- [Source data]:

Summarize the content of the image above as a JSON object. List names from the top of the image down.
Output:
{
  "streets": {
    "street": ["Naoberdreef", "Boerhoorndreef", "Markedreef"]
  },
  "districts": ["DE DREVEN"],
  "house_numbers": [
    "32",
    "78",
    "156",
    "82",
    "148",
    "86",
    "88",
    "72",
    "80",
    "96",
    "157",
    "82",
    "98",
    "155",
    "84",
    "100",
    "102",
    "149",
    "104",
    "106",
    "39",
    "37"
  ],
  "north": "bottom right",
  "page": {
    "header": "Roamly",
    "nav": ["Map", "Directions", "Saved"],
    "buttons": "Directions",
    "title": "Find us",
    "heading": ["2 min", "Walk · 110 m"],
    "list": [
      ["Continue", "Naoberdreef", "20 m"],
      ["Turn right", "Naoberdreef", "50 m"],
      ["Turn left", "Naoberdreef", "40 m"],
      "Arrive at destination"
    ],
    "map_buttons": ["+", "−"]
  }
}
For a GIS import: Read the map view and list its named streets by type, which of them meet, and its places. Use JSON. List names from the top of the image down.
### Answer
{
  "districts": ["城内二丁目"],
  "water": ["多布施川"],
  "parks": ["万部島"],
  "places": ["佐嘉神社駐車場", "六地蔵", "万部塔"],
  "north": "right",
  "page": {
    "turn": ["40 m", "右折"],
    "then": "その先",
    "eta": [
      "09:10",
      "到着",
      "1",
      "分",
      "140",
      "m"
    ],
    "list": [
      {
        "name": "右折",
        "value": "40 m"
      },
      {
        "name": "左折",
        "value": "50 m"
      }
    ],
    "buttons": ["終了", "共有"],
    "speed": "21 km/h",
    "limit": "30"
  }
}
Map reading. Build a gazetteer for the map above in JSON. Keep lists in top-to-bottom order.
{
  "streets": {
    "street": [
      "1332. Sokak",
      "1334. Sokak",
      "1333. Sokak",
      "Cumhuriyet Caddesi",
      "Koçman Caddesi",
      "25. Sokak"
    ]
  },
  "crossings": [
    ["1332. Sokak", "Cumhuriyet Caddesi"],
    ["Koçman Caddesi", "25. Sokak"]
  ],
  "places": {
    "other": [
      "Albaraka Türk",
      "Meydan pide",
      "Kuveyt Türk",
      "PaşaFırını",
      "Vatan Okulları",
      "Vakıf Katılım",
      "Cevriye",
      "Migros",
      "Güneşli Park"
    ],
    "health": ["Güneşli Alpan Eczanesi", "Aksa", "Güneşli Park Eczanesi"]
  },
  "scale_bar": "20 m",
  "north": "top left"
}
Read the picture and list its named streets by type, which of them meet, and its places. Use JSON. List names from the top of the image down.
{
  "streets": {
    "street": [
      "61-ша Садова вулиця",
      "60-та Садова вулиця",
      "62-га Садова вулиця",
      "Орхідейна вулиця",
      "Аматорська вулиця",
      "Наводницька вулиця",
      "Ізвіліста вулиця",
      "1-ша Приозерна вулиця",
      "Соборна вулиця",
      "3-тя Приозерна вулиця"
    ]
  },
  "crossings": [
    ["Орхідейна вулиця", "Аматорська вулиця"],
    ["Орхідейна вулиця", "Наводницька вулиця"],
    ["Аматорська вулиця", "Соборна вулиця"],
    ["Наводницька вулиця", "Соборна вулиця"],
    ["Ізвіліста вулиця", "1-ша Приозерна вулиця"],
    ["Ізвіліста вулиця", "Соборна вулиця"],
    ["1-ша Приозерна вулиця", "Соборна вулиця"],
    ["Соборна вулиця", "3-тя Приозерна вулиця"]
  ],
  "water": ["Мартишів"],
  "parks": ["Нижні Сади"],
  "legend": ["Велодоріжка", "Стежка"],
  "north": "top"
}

- [Your objective]: Each record above should be repeated exactly.

- [Solution to the exercise]:
Summarize the content of the image above as a JSON object. List names from the top of the image down.
Output:
{
  "streets": {
    "street": ["Naoberdreef", "Boerhoorndreef", "Markedreef"]
  },
  "districts": ["DE DREVEN"],
  "house_numbers": [
    "32",
    "78",
    "156",
    "82",
    "148",
    "86",
    "88",
    "72",
    "80",
    "96",
    "157",
    "82",
    "98",
    "155",
    "84",
    "100",
    "102",
    "149",
    "104",
    "106",
    "39",
    "37"
  ],
  "north": "bottom right",
  "page": {
    "header": "Roamly",
    "nav": ["Map", "Directions", "Saved"],
    "buttons": "Directions",
    "title": "Find us",
    "heading": ["2 min", "Walk · 110 m"],
    "list": [
      ["Continue", "Naoberdreef", "20 m"],
      ["Turn right", "Naoberdreef", "50 m"],
      ["Turn left", "Naoberdreef", "40 m"],
      "Arrive at destination"
    ],
    "map_buttons": ["+", "−"]
  }
}
For a GIS import: Read the map view and list its named streets by type, which of them meet, and its places. Use JSON. List names from the top of the image down.
### Answer
{
  "districts": ["城内二丁目"],
  "water": ["多布施川"],
  "parks": ["万部島"],
  "places": ["佐嘉神社駐車場", "六地蔵", "万部塔"],
  "north": "right",
  "page": {
    "turn": ["40 m", "右折"],
    "then": "その先",
    "eta": [
      "09:10",
      "到着",
      "1",
      "分",
      "140",
      "m"
    ],
    "list": [
      {
        "name": "右折",
        "value": "40 m"
      },
      {
        "name": "左折",
        "value": "50 m"
      }
    ],
    "buttons": ["終了", "共有"],
    "speed": "21 km/h",
    "limit": "30"
  }
}
Map reading. Build a gazetteer for the map above in JSON. Keep lists in top-to-bottom order.
{
  "streets": {
    "street": [
      "1332. Sokak",
      "1334. Sokak",
      "1333. Sokak",
      "Cumhuriyet Caddesi",
      "Koçman Caddesi",
      "25. Sokak"
    ]
  },
  "crossings": [
    ["1332. Sokak", "Cumhuriyet Caddesi"],
    ["Koçman Caddesi", "25. Sokak"]
  ],
  "places": {
    "other": [
      "Albaraka Türk",
      "Meydan pide",
      "Kuveyt Türk",
      "PaşaFırını",
      "Vatan Okulları",
      "Vakıf Katılım",
      "Cevriye",
      "Migros",
      "Güneşli Park"
    ],
    "health": ["Güneşli Alpan Eczanesi", "Aksa", "Güneşli Park Eczanesi"]
  },
  "scale_bar": "20 m",
  "north": "top left"
}
Read the picture and list its named streets by type, which of them meet, and its places. Use JSON. List names from the top of the image down.
{
  "streets": {
    "street": [
      "61-ша Садова вулиця",
      "60-та Садова вулиця",
      "62-га Садова вулиця",
      "Орхідейна вулиця",
      "Аматорська вулиця",
      "Наводницька вулиця",
      "Ізвіліста вулиця",
      "1-ша Приозерна вулиця",
      "Соборна вулиця",
      "3-тя Приозерна вулиця"
    ]
  },
  "crossings": [
    ["Орхідейна вулиця", "Аматорська вулиця"],
    ["Орхідейна вулиця", "Наводницька вулиця"],
    ["Аматорська вулиця", "Соборна вулиця"],
    ["Наводницька вулиця", "Соборна вулиця"],
    ["Ізвіліста вулиця", "1-ша Приозерна вулиця"],
    ["Ізвіліста вулиця", "Соборна вулиця"],
    ["1-ша Приозерна вулиця", "Соборна вулиця"],
    ["Соборна вулиця", "3-тя Приозерна вулиця"]
  ],
  "water": ["Мартишів"],
  "parks": ["Нижні Сади"],
  "legend": ["Велодоріжка", "Стежка"],
  "north": "top"
}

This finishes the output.